Ms Taner played Liszt - the well known and loved Un sospiro (from Grande études de concert no 3). Liszt has created piano technique for generations to come in his stupendous series of etudes. This piece with its crossed hands effects carries one of the composer's most beguiling melodies hence its nickname, "Un sospiro" -- a sigh. Arpeggios , a glittering souind mass sweeping the keyboard  only a pianist of quality with excellent  technique could bring off this lovely piece.

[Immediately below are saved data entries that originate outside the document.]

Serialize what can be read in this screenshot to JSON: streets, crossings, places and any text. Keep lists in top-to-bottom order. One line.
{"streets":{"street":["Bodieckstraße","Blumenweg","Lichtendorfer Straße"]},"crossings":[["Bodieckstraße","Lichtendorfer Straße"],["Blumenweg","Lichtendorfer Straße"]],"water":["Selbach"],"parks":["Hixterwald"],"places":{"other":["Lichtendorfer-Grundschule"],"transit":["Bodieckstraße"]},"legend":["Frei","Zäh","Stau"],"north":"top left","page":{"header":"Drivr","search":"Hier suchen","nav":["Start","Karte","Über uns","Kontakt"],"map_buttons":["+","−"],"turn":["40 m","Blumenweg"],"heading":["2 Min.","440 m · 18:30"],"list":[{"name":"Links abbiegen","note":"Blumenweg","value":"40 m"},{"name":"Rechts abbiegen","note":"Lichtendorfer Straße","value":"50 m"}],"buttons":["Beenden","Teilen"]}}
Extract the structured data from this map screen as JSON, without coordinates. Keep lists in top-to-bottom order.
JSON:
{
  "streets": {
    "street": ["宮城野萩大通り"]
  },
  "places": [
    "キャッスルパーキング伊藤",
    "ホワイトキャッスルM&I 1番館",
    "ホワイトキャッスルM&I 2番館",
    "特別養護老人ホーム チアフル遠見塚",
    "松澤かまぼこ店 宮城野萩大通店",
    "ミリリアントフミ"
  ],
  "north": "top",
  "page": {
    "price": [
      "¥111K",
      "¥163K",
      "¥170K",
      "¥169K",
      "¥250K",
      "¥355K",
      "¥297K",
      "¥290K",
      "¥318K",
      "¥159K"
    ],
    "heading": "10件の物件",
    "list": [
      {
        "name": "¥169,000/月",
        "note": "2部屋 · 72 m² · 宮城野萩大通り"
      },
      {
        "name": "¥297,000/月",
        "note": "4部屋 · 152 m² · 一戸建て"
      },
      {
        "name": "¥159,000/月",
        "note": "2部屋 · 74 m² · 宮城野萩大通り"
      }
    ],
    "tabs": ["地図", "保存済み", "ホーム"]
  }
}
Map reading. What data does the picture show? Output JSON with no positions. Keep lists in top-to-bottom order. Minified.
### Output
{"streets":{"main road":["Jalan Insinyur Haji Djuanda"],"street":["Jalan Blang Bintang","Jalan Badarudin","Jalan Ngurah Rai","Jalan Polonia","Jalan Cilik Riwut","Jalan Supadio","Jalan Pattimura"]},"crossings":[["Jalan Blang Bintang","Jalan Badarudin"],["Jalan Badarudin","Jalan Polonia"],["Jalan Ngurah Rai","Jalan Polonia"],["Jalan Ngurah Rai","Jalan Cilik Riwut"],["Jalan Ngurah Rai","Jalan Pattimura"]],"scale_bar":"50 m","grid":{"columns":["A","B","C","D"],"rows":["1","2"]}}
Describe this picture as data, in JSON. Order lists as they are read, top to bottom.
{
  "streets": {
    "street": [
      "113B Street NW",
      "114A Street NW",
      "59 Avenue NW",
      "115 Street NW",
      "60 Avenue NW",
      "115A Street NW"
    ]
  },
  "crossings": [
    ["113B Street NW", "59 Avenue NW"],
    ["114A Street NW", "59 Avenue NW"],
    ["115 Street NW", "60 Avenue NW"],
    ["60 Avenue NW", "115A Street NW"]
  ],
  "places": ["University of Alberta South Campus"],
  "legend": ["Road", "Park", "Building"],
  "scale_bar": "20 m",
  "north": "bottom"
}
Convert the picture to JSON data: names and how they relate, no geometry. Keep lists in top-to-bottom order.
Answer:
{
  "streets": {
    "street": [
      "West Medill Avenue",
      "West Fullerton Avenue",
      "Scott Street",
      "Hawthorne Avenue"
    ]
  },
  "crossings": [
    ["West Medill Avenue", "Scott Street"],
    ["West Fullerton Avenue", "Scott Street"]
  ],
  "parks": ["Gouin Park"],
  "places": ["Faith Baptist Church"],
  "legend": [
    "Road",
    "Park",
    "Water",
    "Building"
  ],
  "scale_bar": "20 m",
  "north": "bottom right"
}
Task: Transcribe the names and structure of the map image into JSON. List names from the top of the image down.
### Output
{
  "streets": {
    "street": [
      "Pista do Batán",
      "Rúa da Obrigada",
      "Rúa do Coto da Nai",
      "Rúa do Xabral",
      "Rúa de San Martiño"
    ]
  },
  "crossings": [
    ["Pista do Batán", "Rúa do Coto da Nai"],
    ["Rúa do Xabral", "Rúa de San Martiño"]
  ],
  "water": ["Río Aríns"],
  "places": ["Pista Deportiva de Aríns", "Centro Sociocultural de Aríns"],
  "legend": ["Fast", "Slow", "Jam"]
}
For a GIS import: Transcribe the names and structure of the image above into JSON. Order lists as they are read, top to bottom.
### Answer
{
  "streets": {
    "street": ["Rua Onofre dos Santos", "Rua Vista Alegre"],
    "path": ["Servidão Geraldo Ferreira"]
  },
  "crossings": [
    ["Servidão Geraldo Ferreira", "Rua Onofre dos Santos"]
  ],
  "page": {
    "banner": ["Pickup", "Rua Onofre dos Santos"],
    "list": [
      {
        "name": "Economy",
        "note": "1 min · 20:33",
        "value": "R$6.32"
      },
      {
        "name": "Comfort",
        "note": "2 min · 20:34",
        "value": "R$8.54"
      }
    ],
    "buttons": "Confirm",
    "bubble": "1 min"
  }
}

The next piece was a complete surprise: Gates by Kamran Ince, born in 1960. The pianist told us that she had commissioned it herself for her Sweet Waters of Europe CD which was a Turkish Themed Recital programme. . My seat was on the right hand side so I could not see her hands and watch how she was achieving the sounds that were coming out of that piano. Afterwards, at the reception she told me that Gates reflects the two different cultures on the island of Cyprus, that is why she commissioned the piece.(She is originally from the Turkish Republic of North Cyprus).  She had plucked the string for the sound of the church bells and used her own voice for the sound of the prayer.  This is one piece of contemporary music that I truly enjoyed.

She also played a most pleasant piece Piano piece No. 6 by another contemporary composer Sayram Akdil which was its world premier. A lovely tuneful piece which it was obvious the audience enjoyed very much.

There was Schumann  and my darling Chopin - Fantasy Impromptu . Whoever is tired of Chopin might as well go and bury himself.  Also Debussy's Reflets dans l'eau another much loved piece.  This French composer was truly an innovator.  He is seen as an 'Impressionist' composer and spent much of his time with the 'Impressionist'painters from whom he took inspiration forhis music, all of them living in Montmartre.

Ms Taner concluded her concert with Lyapunov and dances of Marosszék composed by Zoltan Kádaly. 

This was a most satisfying evening  both from the point of view of choice of pieces and the pianist herself who gave us a varied rendering.

At the reception afterwards I spoke to her parents. Yilmaz and Sifa Taner. Her father is a great musician and much admired by his daughter. He is a piano teacher as well as a conductor and spotted his daughter's talent right from the started. "My mother is a good listener and a great organizer in our lives', Ms Taner told me.  They travel wherever their daughter is playing, but sometimes just one of them goes to accompany her, Mrs Taner often preferring to go to Europe.

We are lucky to be able to listen to such a distinguished pianist and the Turkish ambassador has to be thanked many a time for her choice and for bringing her out. There are now around six women ambassadors, each with her own special gifts and talents. Ms Sezgin is one of them and I am very happy to have been given the opportunity to get to know her a little better and understand what she is trying to achieve for Turkey and its people. To think we fought the Turks and here we are now enjoying their company.